Carlos Fuentes : « Il y a des lecteurs de "Cent ans de solitude" partout dans le monde »

Raconter des histoires

Gabriel García Márquez (2è D) dans la salle de rédaction du journal El Nacional, Barranquilla, Colombie,1953.
Gabriel García Márquez (2è D) dans la salle de rédaction du journal El Nacional, Barranquilla, Colombie,1953. FNPI

Ecrire des histoires pour des romans, mais aussi pour des journaux, le premier métier de García Márquez ou encore pour le cinéma auquel il voue une passion au point de s’installer quelque temps à Rome, à Cinecittà, l’une des plus grandes usines à rêve au monde et d’écrire au Mexique ou en Colombie des scénarii de films. Il sera même jury au Festival de Cannes, sous la houlette de Giorgio Strehler. L’argent de la notoriété lui servira à financer un mouvement de gauche au Venezuela, pays frère, mais surtout à créer des écoles : de journalisme, en Colombie, pays où les journalistes ont payé un lourd tribut à la sale guerre contre le narcotrafic et à la violence politique, et de cinéma à Cuba. Ecoles dans lesquelles il exercera lui-même ses talents de conteur.

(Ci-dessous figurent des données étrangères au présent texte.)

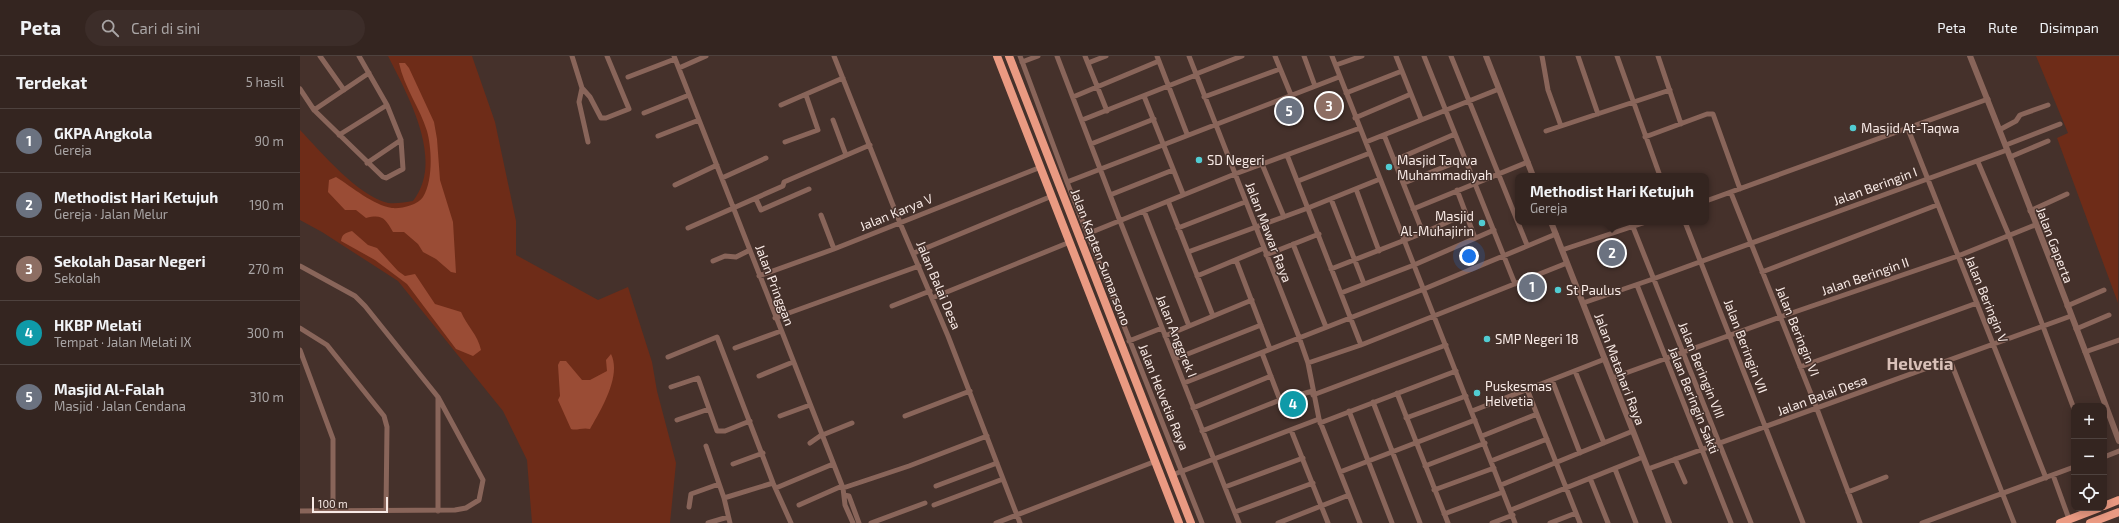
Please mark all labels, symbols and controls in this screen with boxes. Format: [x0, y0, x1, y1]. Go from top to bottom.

A (re)lire : Tout savoir sur le journaliste Gabriel García Márquez

Le jeune écrivain colombien Andres Burgos raconte comment il rencontra le « Maître » à Cuba, dans l’école de cinéma qu’il avait créée et comment il comprit que tout ce qui intéressait García Márquez, c’était de raconter des histoires. « A chaque fois que je veux expliquer quelque chose, je finis par raconter une histoire. Et, quand il n’y a plus personne pour écouter, je me la raconte à moi-même », dit-il à ses jeunes élèves.

Gabo a refermé son livre d’histoires.